◆ ASSIGNMENT ◆
Among the entries below, which lines include the string "strokeStyle"? Show each one.

(Saved entries)
⟨

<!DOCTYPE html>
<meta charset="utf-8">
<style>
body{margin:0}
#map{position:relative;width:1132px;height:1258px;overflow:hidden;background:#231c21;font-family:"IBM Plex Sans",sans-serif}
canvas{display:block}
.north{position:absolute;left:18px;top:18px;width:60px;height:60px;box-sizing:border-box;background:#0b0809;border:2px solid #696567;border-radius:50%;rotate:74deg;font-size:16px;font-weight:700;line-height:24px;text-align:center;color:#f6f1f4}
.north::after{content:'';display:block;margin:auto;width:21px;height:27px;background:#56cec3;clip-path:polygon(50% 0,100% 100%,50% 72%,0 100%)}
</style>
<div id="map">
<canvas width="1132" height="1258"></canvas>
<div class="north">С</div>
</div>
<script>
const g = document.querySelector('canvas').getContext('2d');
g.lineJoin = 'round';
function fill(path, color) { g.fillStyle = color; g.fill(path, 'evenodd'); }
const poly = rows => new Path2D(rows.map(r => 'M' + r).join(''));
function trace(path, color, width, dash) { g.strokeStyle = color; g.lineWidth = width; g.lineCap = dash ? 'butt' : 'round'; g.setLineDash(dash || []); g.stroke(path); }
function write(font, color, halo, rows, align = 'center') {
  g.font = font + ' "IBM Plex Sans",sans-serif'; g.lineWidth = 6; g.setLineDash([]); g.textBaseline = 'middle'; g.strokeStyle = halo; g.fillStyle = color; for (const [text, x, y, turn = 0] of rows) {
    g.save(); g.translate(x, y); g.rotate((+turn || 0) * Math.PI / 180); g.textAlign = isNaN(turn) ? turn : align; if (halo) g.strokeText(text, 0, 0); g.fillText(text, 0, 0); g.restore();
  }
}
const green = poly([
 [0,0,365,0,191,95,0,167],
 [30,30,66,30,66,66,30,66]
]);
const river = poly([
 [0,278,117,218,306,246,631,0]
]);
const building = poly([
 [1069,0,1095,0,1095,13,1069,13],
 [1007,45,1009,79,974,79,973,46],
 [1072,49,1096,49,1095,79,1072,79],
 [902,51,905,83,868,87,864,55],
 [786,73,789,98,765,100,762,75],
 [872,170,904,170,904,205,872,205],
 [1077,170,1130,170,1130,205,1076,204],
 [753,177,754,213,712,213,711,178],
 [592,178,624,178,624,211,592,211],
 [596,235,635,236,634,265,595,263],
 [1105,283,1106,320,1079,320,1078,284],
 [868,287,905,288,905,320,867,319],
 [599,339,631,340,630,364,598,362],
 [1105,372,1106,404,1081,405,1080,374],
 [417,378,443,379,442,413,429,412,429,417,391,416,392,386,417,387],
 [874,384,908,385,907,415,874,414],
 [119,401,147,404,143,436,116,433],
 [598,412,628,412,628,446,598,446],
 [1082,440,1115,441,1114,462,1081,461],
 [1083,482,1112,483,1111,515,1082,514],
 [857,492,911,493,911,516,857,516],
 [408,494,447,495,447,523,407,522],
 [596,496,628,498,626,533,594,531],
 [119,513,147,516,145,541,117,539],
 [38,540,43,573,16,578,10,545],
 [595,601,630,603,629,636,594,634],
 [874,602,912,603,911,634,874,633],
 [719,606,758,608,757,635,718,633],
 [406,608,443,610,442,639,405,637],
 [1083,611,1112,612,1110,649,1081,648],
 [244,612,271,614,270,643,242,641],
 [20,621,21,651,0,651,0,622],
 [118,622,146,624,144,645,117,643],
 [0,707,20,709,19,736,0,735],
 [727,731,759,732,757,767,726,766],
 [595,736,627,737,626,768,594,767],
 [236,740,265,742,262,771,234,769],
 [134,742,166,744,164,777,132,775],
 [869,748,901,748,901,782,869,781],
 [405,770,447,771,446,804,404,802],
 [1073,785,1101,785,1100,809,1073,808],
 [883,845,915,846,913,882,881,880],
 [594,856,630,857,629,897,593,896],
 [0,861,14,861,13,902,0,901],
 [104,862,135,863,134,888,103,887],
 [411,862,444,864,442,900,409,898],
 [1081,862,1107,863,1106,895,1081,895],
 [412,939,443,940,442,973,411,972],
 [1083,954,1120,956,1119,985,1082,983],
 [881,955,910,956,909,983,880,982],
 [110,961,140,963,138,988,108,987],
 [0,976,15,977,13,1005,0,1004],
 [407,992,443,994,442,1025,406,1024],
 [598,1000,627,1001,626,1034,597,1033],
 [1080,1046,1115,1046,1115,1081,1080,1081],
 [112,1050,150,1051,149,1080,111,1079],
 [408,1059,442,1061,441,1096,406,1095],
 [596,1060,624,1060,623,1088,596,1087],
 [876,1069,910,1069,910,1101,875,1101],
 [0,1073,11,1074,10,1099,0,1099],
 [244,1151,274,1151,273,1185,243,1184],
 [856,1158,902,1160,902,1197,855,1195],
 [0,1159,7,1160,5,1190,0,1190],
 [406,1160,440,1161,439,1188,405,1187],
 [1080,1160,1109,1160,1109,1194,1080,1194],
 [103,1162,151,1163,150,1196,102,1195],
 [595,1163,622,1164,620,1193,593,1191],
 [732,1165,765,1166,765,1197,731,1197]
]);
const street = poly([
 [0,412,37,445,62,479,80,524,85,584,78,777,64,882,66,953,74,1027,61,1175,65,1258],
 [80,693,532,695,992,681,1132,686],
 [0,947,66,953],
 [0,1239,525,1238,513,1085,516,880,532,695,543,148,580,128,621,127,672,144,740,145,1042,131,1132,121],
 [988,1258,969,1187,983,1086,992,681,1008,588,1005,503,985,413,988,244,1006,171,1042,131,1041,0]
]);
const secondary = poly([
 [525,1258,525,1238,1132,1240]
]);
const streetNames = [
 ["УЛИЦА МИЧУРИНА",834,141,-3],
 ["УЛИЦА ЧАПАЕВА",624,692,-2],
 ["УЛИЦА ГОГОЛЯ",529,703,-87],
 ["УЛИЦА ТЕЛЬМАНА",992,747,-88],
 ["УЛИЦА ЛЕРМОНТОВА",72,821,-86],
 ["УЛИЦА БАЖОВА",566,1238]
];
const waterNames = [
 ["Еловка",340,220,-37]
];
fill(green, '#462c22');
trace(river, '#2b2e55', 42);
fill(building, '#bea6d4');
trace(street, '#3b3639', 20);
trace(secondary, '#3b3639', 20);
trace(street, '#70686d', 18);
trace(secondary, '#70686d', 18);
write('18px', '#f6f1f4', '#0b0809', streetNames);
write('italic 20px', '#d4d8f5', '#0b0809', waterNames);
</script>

⟩

◆ RESPONSE AREA ◆
function trace(path, color, width, dash) { g.strokeStyle = color; g.lineWidth = width; g.lineCap = dash ? 'butt' : 'round'; g.setLineDash(dash || []); g.stroke(path); }
  g.font = font + ' "IBM Plex Sans",sans-serif'; g.lineWidth = 6; g.setLineDash([]); g.textBaseline = 'middle'; g.strokeStyle = halo; g.fillStyle = color; for (const [text, x, y, turn = 0] of rows) {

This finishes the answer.